* _YOUR OBJECTIVE_
Print the data that follows without changing a single word.

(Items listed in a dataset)
· · · · · · ·

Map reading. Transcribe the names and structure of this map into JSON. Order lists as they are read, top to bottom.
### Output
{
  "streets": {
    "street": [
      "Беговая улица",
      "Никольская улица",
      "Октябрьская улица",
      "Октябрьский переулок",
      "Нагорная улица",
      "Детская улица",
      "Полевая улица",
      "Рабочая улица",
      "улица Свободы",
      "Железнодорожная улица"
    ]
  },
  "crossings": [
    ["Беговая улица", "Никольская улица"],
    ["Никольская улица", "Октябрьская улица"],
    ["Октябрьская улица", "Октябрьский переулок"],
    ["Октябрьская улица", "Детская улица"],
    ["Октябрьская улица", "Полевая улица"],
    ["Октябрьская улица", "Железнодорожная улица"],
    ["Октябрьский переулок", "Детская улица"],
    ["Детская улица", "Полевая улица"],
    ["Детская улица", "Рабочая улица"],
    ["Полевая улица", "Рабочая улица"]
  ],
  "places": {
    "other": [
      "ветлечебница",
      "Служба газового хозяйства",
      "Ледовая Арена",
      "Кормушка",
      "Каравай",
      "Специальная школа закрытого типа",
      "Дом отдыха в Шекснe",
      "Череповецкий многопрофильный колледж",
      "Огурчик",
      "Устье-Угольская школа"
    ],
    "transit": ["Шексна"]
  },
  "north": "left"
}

· · · · · · ·

* _SOLUTION TO THIS PROBLEM_
Map reading. Transcribe the names and structure of this map into JSON. Order lists as they are read, top to bottom.
### Output
{
  "streets": {
    "street": [
      "Беговая улица",
      "Никольская улица",
      "Октябрьская улица",
      "Октябрьский переулок",
      "Нагорная улица",
      "Детская улица",
      "Полевая улица",
      "Рабочая улица",
      "улица Свободы",
      "Железнодорожная улица"
    ]
  },
  "crossings": [
    ["Беговая улица", "Никольская улица"],
    ["Никольская улица", "Октябрьская улица"],
    ["Октябрьская улица", "Октябрьский переулок"],
    ["Октябрьская улица", "Детская улица"],
    ["Октябрьская улица", "Полевая улица"],
    ["Октябрьская улица", "Железнодорожная улица"],
    ["Октябрьский переулок", "Детская улица"],
    ["Детская улица", "Полевая улица"],
    ["Детская улица", "Рабочая улица"],
    ["Полевая улица", "Рабочая улица"]
  ],
  "places": {
    "other": [
      "ветлечебница",
      "Служба газового хозяйства",
      "Ледовая Арена",
      "Кормушка",
      "Каравай",
      "Специальная школа закрытого типа",
      "Дом отдыха в Шекснe",
      "Череповецкий многопрофильный колледж",
      "Огурчик",
      "Устье-Угольская школа"
    ],
    "transit": ["Шексна"]
  },
  "north": "left"
}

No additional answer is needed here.